Dataset entries
▬▬▬

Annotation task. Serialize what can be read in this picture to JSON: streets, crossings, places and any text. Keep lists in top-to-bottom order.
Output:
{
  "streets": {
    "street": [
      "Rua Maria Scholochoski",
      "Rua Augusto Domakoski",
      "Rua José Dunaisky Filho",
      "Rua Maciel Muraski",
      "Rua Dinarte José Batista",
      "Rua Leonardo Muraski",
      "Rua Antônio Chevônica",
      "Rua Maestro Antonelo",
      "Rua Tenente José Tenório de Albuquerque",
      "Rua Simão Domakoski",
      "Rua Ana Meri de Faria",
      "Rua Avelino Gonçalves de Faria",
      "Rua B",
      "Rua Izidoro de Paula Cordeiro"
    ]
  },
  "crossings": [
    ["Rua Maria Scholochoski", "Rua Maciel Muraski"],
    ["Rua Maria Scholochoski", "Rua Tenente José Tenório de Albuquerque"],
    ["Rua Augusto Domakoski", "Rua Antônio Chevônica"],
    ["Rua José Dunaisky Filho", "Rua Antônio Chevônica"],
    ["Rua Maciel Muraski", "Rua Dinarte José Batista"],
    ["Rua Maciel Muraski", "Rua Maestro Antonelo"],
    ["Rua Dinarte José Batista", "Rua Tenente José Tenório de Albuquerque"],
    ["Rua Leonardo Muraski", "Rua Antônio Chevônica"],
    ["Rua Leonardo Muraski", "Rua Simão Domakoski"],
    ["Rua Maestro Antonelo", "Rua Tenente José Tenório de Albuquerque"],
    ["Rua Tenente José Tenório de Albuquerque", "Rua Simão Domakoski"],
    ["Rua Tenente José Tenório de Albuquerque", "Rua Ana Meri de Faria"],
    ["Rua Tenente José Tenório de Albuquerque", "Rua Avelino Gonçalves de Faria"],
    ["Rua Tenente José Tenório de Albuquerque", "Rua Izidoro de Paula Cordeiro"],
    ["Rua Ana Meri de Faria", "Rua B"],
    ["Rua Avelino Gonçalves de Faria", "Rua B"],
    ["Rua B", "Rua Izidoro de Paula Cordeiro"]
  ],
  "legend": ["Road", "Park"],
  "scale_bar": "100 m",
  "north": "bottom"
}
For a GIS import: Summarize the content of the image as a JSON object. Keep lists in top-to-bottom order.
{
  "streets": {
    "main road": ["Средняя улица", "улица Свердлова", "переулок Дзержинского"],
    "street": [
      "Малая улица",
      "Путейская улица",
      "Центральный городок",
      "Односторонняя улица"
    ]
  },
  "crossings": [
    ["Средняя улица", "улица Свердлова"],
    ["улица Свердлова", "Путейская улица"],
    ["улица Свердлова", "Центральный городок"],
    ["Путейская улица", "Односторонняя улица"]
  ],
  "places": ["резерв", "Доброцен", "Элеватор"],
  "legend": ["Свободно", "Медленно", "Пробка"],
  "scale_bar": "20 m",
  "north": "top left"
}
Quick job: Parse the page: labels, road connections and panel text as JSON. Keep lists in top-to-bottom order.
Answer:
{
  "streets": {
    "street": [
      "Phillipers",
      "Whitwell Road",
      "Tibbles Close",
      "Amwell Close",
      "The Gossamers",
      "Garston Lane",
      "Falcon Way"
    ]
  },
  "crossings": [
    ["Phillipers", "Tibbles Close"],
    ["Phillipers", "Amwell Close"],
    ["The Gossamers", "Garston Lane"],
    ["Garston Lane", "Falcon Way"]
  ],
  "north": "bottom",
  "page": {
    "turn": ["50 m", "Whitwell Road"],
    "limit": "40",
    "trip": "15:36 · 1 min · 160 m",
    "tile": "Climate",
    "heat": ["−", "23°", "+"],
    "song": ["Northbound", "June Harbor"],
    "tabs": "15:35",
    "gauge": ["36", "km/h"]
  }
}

▬▬▬

--- EXERCISE DIRECTIONS ---
Whenever a line of the data above holds the word "Средняя", it counts once; report the total number of such lines and nothing more.

--- THE ANSWER ---
2